Indications of SMBGINDISCUTABLE INDICATIONS:

- to prevent hypoglycemias

- diabetes with insulin: DT1, DT2, diabetes gestationnel

- DT 2 with risk of hypoglycémia (SU) (safety indication )

POSSIBLE INDICATIONS: to improve control glycemic

- patient insufficiently balanced with HbA1c > 7,5%

- well educated patient able to adapt its treatments

TEMPORARY INDICATIONS:

- intercurrent pathology

- surgical act

- catch of hyperglysemic drugs

(SMBG) American Diabetes Association Recommendations

Type 1 diabetes; SMBG 3 or more times per day

glycemias capillaires/j (pre and post prandiales and before laying down it)

Type 2 diabetes: No specific frequency is recommended

Several insulin injections: ≥ 3 times per day

Patients who receive injections less frequent or treated by oral hypoglycémiants: the ideal frequency was not established, but must be sufficient to facilitate the attack of the objectives glycemic.

Pre-conceptual pregnancy & GDM 4-6 times daily

Standards of medical care in diabetes. Diabetes Care 2008

Type 1 diabetes: guidelines for SMBG in children.

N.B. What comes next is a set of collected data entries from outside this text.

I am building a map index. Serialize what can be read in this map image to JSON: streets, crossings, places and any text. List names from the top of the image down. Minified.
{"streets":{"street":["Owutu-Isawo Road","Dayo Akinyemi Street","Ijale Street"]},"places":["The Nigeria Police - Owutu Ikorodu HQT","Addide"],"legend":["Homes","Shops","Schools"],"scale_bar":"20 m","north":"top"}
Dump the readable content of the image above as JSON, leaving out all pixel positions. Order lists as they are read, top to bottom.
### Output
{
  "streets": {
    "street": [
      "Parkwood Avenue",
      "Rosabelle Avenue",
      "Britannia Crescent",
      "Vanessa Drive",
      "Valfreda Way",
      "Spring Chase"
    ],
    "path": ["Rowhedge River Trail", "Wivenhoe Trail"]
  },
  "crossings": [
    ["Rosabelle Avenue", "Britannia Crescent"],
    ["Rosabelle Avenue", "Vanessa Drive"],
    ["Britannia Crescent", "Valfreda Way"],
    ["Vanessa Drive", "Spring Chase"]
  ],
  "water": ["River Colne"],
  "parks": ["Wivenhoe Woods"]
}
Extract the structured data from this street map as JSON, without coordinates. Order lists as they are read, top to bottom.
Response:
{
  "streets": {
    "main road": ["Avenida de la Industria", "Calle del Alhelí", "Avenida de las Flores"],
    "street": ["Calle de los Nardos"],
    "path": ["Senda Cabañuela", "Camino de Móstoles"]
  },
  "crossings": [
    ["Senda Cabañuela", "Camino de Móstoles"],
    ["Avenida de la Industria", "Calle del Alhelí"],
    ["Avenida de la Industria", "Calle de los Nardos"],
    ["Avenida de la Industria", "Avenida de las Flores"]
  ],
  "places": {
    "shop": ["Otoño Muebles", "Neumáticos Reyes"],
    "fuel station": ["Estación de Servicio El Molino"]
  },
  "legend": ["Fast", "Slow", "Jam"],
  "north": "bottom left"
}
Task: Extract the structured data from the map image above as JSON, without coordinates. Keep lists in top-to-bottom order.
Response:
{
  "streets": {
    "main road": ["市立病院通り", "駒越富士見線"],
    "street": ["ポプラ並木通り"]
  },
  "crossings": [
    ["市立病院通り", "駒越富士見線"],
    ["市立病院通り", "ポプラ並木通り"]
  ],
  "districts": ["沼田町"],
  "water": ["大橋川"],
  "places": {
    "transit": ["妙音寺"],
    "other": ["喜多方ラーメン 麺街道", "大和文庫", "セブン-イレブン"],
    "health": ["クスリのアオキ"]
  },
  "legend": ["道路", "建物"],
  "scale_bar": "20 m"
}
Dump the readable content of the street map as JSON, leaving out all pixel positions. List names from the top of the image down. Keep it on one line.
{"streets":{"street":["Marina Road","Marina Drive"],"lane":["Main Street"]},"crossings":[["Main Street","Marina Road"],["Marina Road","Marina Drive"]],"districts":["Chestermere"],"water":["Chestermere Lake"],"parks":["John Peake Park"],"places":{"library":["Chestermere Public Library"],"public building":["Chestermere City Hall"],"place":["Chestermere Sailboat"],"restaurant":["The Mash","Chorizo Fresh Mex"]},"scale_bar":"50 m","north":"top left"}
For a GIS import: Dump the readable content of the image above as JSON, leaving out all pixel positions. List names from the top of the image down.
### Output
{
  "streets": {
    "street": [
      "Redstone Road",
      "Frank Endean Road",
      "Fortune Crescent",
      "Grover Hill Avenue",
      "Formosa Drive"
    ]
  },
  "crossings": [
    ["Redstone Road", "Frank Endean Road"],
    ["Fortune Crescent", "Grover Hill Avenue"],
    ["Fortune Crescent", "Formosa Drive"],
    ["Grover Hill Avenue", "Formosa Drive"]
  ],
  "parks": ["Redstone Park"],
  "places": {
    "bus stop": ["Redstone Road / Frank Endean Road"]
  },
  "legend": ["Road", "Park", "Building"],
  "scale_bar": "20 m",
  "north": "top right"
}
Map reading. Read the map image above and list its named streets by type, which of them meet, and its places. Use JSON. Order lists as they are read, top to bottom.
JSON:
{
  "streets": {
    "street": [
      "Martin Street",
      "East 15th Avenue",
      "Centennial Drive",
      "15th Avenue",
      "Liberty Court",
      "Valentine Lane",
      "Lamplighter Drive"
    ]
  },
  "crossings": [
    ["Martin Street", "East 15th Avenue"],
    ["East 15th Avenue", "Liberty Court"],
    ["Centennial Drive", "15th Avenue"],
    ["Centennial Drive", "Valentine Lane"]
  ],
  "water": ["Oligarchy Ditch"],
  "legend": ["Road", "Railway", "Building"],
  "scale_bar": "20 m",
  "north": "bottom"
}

International society for pediatric and adolescent diabetes (IPSAD)

SMBG at least3-4 times a day recommended, plus periodic testing of postprandial and nocturnal BG, before and after exercise.

Essential during acute illness.

utilize to achieve self-management: insulin type dose and dose

adjustment modification of life-style Adapting with new situations

Self-monitoring : which conditions?

• Clear objectives according to each patient

• Self-monitoring becomes obsolete if:

• No adjustment therapeutic• No changes in the dietary habits• No other impact on the patient and his

balance glycemic

American Diabetes Association. Diabetes Care S4-S41.

Advantages of self monitoring . ADA• Helps the patients and their close relations with better

ncluding/understanding the diabetes

• Allows the patients to take part in the evaluation of the answer to the treatment and attack of their objectives

• Useful results for: To prevent hypoglycemia To adjust the posology of the treatments To adapt the food and the degree of physical

exercise

• Grandes ERC* indicates that the autotitration of insulin according to the SMBG: can improve

Control of HbA1C1,2 Reductions of the GAJ1,2 Do not exacerbate the risk of hypoglycémie1-3

American Diabetes Association. Diabetes Care 95-9.

American Diabetes Association. Diabetes Care S4-S41.